Every Business Needs to Take Cyberliability Seriously
It is likely that your company has an obligation to protect the data and the financial information of its customers, clients and/or employees. This may be harder than ever. Most data is now stored electronically and involves some form of network and data connection. Work is conducted electronically over a network and stored remotely in the cloud.
Many smaller businesses find themselves vulnerable to cyberthieves, often because they have limited budgets for data security and few or no technology experts on staff. Marcey Rader shared some password protection strategies last week, but this week will focus on the costs of a hacking incident and some other protection techniques for the small business.
Costs of a hacking incident or inadvertent disclosure can include:
forensic expenses to figure out what happened, how, and what was taken;
installing more robust data protection security;
paying credit monitoring fees for affected customers;
hiring a public relations firm to deal with the fall out;
perhaps dealing with business interruption from downed technology.
There also may be regulatory fees or fines, legal fees and court costs.
Liability for loss or disclosure of customer or employee data is not typically covered under a corporate insurance policy. Some existing business insurance policies that offer general liability, and directors and officers liability, may provide a measure of coverage for those areas, but significant gaps may exist if you are trying to recover from a hacking incident that revealed private information. A traditional CGL policy often covers “personal and advertising injury,” which is typically defined as injuries arising out of the oral or written publication of material that violates a person’s right of privacy.
There has been at least one recent case, however, that denied coverage under this clause where the data breach was not a negligent act by the insured, but a deliberate hacker attack. Companies with HIPAA obligations, companies that store credit card information or email addresses and passwords for customers or online retailers especially should review their insurance coverage’s against a hacking or an inadvertent release of private information.
If the general business insurance policies are not adequate for the risks, consider specific cyber liability policies that cover their costs for dealing with a disclosure and also for defending suits from customers or other third parties.

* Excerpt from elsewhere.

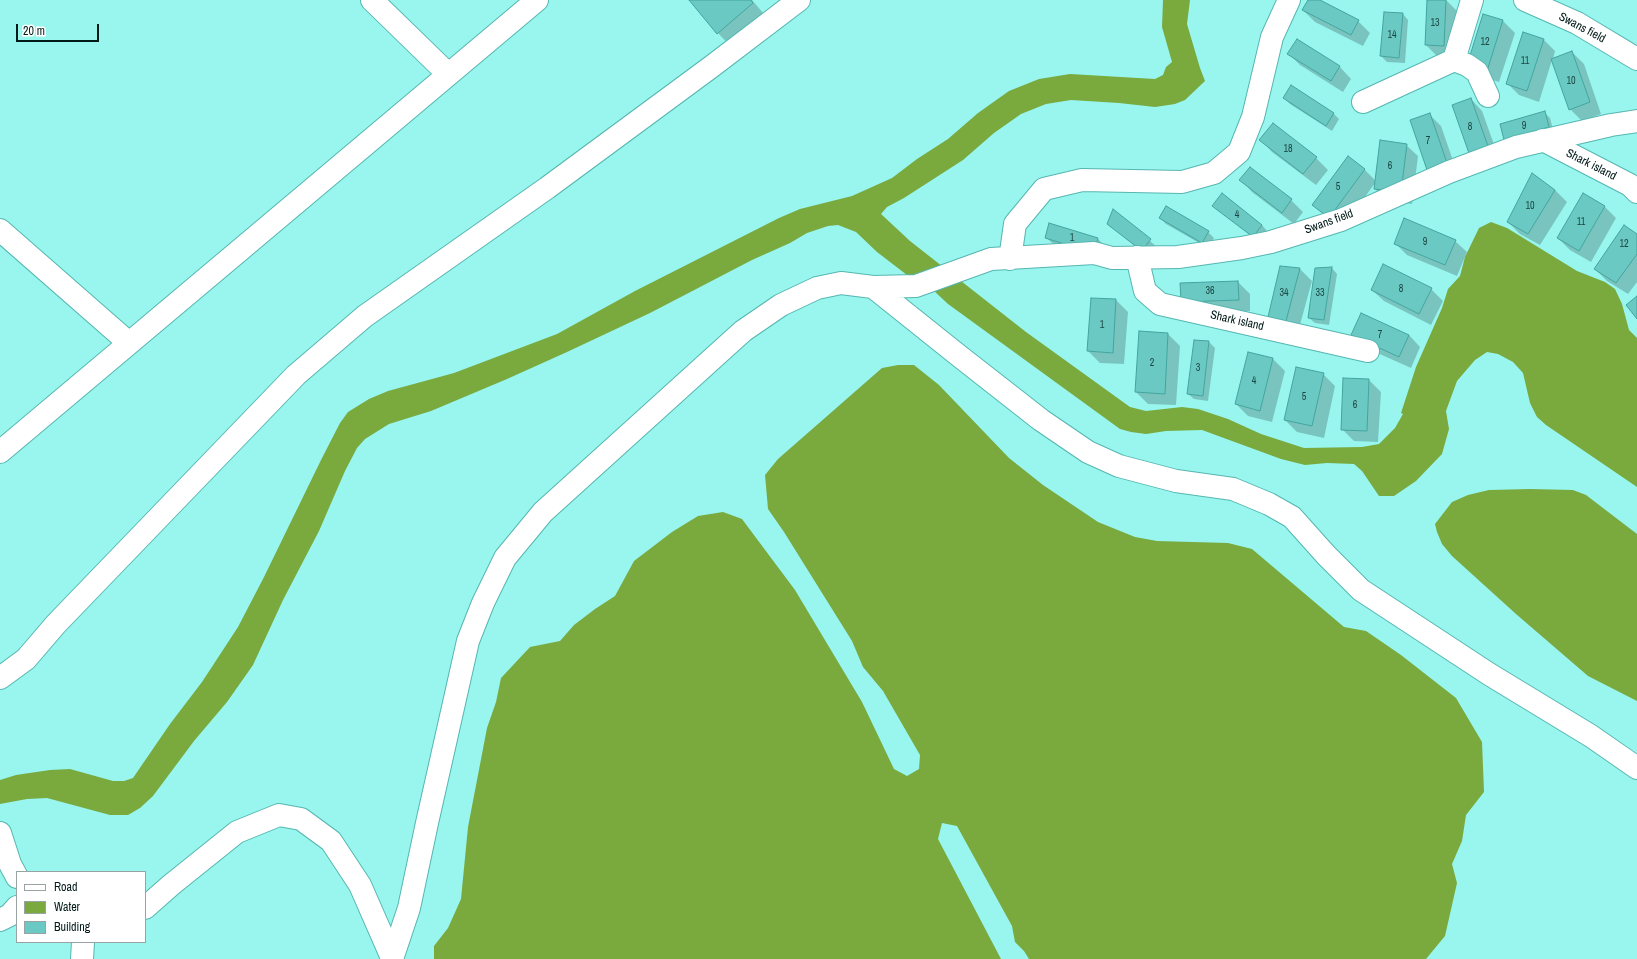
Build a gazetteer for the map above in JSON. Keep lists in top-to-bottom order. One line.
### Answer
{"streets":{"street":["Swans field","Shark island"]},"crossings":[["Swans field","Shark island"]],"house_numbers":["13","14","12","11","10","9","8","7","18","6","5","10","4","11","1","9","12","8","36","34","33","1","7","2","3","4","5","6"],"legend":["Road","Water","Building"],"scale_bar":"20 m"}
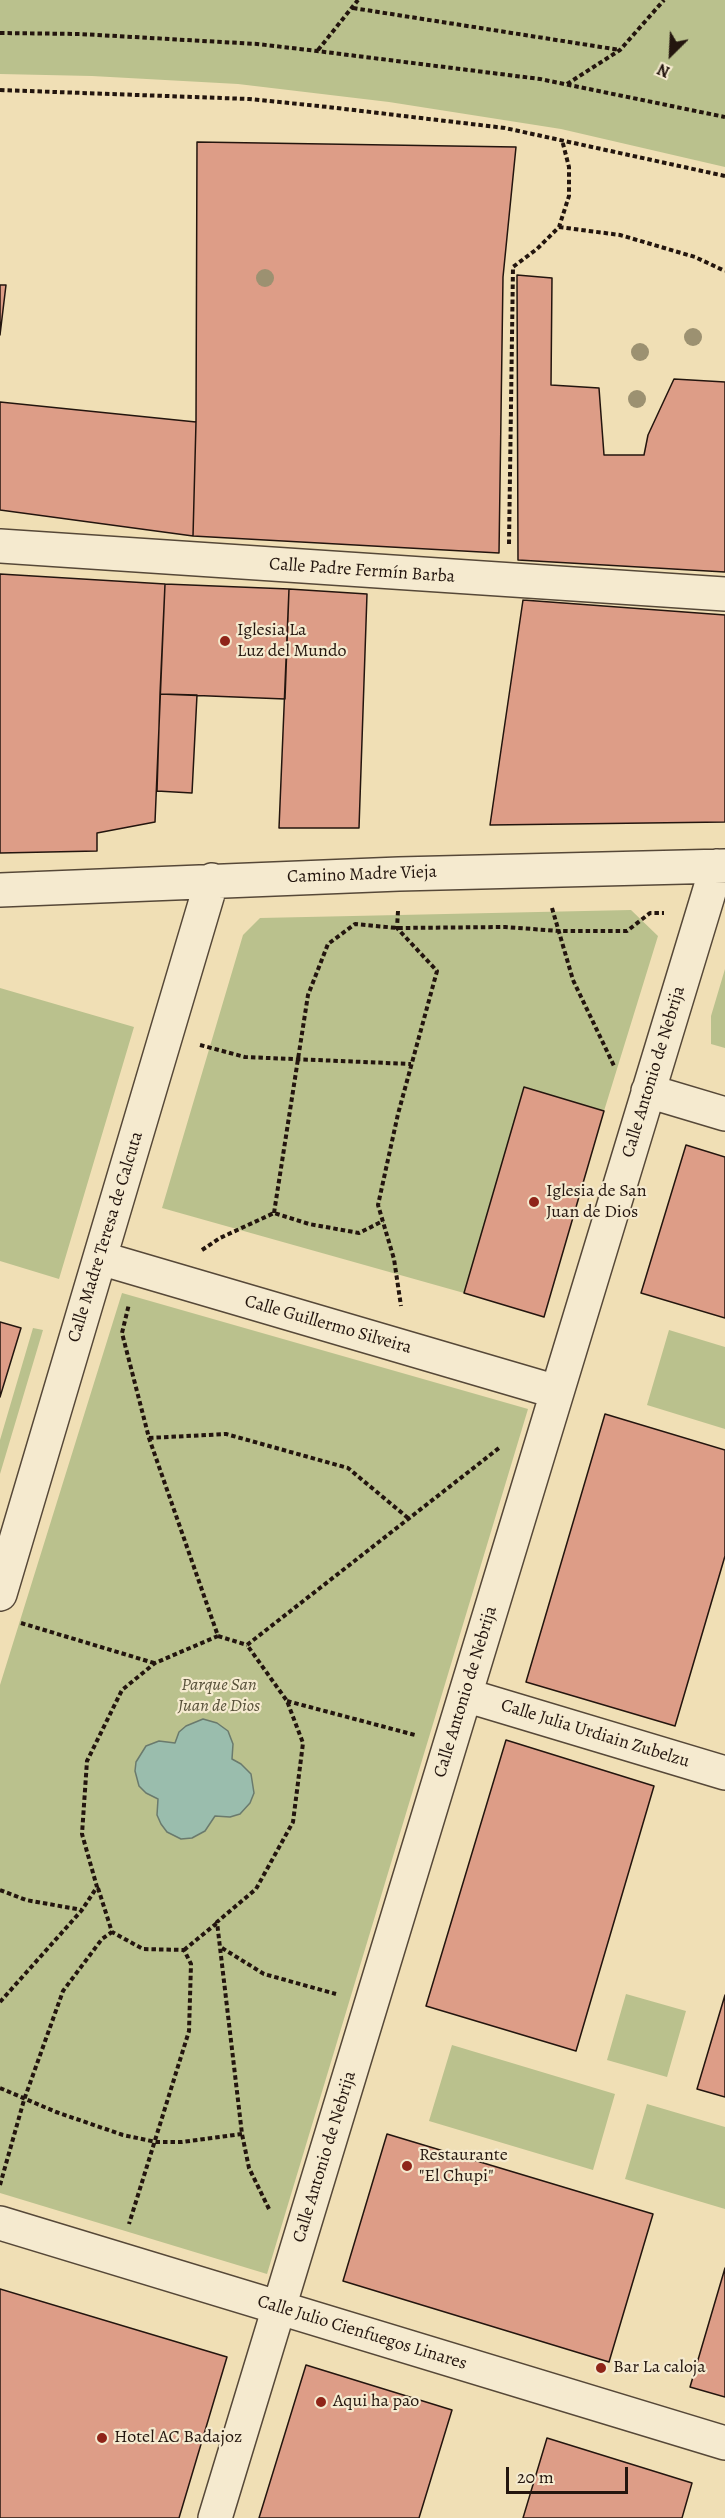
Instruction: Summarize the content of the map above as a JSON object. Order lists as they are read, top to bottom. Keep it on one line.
{"streets":{"street":["Calle Padre Fermín Barba","Camino Madre Vieja","Calle Antonio de Nebrija","Calle Madre Teresa de Calcuta","Calle Guillermo Silveira","Calle Julia Urdiain Zubelzu","Calle Julio Cienfuegos Linares"]},"crossings":[["Camino Madre Vieja","Calle Antonio de Nebrija"],["Camino Madre Vieja","Calle Madre Teresa de Calcuta"],["Calle Antonio de Nebrija","Calle Guillermo Silveira"],["Calle Antonio de Nebrija","Calle Julia Urdiain Zubelzu"],["Calle Antonio de Nebrija","Calle Julio Cienfuegos Linares"],["Calle Madre Teresa de Calcuta","Calle Guillermo Silveira"]],"parks":["Parque San Juan de Dios"],"places":["Iglesia La Luz del Mundo","Iglesia de San Juan de Dios","Restaurante \"El Chupi\"","Bar La caloja","Aqui ha pao","Hotel AC Badajoz"],"scale_bar":"20 m","north":"bottom left"}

Situations to talk with your insurance agent should include:
Loss or disclosure of personally identifiable employee and customer/client information.
Failure to prevent the entrance or spread of a virus/hacker attack.
Libel, slander and copyright infringement from your website content.
Expenses to respond to a threat to harm or release your data as well as cover ransom payments if necessary (extorition).
In addition, some basic security measures may make your company less vulnerable, such as firewalls and strong passwords that are frequently changed. If employees bring their own devices that connect to the Company networks, those devices need security as well. Employees need to be trained not to have the same passwords for different programs and not to leave passwords on sticky notes under their keyboards.
Think about what information you collect and how you store it. If you've ever worked with me, you know I don't keep credit card information or social security numbers after I use them. I don't ever have an electronic copy of tthis type of information and I shred my hard copy when I am done.